Think about it: companies wanting to migrate their services to the cloud often encounter barriers when it comes to current IaaS offerings. Restrictions are placed on everything from compatible operating systems to the size of available servers, limiting companies’ ability to setup and maintain a suitable, tailored infrastructure in the cloud. CloudSigma, on the other hand, offers a flexible, open platform for customers to more easily build out their computing infrastructure, giving companies complete control and flexibility over their resources, data, pricing scheme and networking resources.

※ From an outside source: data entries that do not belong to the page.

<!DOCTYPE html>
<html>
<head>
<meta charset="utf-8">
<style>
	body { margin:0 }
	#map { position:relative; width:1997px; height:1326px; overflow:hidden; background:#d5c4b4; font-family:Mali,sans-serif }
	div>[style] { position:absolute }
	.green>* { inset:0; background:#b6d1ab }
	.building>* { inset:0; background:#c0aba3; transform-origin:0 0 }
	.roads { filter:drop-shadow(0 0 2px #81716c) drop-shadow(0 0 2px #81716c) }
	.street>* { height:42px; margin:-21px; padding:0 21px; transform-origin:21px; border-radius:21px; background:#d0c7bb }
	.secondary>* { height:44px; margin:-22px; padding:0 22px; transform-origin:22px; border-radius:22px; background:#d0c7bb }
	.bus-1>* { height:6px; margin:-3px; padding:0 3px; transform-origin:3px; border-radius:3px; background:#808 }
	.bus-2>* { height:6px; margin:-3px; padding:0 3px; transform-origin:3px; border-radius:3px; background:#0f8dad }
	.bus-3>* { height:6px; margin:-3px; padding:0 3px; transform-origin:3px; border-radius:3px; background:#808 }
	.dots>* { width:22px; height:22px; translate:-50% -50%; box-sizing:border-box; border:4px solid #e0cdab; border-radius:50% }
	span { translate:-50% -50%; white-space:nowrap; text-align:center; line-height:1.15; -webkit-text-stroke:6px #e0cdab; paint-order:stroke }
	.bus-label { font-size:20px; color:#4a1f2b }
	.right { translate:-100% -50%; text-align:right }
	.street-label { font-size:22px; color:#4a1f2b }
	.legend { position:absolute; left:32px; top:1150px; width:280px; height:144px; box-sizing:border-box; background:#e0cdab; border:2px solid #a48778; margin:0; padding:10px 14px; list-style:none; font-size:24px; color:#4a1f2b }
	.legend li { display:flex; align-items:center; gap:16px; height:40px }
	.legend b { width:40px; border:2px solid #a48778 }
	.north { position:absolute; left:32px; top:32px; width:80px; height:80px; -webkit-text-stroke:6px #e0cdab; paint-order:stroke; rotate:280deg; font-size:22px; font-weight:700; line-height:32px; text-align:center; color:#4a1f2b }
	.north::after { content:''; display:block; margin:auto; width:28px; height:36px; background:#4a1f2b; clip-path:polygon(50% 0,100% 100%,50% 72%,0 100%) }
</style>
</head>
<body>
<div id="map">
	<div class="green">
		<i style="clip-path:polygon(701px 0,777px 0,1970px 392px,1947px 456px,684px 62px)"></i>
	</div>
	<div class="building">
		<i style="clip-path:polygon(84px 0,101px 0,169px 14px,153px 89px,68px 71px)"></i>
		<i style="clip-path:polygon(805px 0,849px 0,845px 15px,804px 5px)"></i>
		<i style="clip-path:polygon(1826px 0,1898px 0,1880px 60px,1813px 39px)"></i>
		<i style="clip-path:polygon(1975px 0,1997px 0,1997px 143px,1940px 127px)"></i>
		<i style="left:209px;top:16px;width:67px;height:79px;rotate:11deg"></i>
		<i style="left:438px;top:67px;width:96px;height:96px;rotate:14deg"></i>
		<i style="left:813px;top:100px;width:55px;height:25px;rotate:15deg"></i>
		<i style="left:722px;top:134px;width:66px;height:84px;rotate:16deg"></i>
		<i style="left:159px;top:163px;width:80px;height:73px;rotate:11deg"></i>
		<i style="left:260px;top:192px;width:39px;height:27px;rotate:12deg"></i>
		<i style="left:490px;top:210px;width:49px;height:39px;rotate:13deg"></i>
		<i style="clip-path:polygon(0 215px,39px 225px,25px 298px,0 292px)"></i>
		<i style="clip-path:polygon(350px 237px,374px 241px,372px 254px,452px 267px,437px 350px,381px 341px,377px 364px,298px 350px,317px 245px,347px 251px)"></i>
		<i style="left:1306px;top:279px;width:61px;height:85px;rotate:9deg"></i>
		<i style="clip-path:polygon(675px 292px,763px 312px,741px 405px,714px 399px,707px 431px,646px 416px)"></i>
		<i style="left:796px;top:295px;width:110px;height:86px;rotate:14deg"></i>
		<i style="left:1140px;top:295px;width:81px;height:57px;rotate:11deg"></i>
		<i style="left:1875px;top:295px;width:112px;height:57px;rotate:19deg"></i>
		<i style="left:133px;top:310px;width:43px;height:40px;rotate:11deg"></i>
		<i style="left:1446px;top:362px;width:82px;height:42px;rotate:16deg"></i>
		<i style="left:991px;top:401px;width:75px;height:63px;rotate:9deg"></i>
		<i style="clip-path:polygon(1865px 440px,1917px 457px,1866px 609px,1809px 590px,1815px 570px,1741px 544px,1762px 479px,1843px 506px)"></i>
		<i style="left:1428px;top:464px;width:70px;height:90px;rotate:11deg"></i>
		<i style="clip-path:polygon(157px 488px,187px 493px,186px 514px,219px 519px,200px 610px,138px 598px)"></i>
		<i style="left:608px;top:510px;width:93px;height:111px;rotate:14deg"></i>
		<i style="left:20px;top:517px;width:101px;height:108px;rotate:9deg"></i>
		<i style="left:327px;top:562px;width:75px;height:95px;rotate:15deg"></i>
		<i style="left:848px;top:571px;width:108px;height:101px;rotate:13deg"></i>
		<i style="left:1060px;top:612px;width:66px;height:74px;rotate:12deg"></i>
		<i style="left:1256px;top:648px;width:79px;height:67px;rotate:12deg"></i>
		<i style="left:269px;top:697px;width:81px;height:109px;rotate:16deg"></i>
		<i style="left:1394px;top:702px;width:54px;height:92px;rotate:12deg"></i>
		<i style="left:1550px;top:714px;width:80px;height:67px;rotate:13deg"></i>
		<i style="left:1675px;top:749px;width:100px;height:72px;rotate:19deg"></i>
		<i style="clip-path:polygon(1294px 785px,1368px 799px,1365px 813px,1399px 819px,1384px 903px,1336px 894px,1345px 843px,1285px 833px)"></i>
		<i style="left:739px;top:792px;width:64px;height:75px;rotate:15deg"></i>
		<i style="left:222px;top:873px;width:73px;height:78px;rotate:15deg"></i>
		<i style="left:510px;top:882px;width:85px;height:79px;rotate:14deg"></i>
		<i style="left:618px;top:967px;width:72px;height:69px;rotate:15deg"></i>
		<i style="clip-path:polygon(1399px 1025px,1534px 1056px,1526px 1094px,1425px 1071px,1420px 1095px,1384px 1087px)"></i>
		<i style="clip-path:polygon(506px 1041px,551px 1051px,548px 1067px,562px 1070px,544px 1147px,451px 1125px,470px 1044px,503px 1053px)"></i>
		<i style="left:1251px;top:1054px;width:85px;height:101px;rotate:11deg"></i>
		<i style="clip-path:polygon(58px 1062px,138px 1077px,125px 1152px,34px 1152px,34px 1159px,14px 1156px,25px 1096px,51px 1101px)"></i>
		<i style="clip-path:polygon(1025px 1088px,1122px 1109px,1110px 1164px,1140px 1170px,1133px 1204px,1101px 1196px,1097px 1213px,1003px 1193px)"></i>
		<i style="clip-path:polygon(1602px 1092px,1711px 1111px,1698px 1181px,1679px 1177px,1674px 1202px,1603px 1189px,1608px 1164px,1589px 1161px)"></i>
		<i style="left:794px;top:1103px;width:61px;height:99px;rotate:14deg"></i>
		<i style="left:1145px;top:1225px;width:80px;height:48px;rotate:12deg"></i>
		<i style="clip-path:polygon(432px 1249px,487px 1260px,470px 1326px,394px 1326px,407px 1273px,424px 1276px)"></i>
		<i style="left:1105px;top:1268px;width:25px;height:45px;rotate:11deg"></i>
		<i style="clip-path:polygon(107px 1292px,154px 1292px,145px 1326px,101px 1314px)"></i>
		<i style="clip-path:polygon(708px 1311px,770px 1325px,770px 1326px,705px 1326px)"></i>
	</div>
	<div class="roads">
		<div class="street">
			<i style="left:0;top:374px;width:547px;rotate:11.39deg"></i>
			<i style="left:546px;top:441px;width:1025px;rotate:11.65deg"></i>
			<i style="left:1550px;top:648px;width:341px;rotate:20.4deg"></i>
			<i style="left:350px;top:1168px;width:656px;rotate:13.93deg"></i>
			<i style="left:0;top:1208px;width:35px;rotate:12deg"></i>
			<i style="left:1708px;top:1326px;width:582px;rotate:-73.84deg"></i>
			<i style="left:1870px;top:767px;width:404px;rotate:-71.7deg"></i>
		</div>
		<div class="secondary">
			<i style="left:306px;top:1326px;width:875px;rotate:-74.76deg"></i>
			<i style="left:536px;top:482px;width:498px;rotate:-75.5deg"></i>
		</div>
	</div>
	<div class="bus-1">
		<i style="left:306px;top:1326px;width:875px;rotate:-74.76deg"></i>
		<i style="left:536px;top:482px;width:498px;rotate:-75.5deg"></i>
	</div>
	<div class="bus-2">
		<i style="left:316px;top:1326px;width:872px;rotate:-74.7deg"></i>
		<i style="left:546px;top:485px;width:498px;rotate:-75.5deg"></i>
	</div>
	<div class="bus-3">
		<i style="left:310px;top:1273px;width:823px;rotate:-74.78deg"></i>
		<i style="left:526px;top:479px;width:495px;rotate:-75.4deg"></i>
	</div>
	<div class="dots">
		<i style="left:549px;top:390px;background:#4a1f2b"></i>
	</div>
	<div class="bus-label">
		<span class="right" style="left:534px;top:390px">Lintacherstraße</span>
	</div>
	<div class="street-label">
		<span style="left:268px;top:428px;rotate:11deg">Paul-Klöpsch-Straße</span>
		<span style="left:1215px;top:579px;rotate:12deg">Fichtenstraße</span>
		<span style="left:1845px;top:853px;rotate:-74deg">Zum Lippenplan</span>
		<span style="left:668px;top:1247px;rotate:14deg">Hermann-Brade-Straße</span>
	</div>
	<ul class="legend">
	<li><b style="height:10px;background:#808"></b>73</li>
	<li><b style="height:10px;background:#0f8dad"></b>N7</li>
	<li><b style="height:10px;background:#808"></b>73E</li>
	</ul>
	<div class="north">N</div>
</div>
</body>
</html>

Despite the fact that CloudSigma is a March client, it’s clear that competition for in the IaaS marketplace isn’t just between legacy service providers and traditional IaaS cloud providers like Rackspace, Terremark and GoGrid. As GigaOm reporter Derrick Harris said in a recent article:
Everyone is trying to distinguish themselves with something. You want low cost and high performance? Storm On Demand is probably the best bet. Want fine-grained control over RAM and CPU levels? Give CloudSigma a try. “Fanatical support”? Rackspace. You get the point.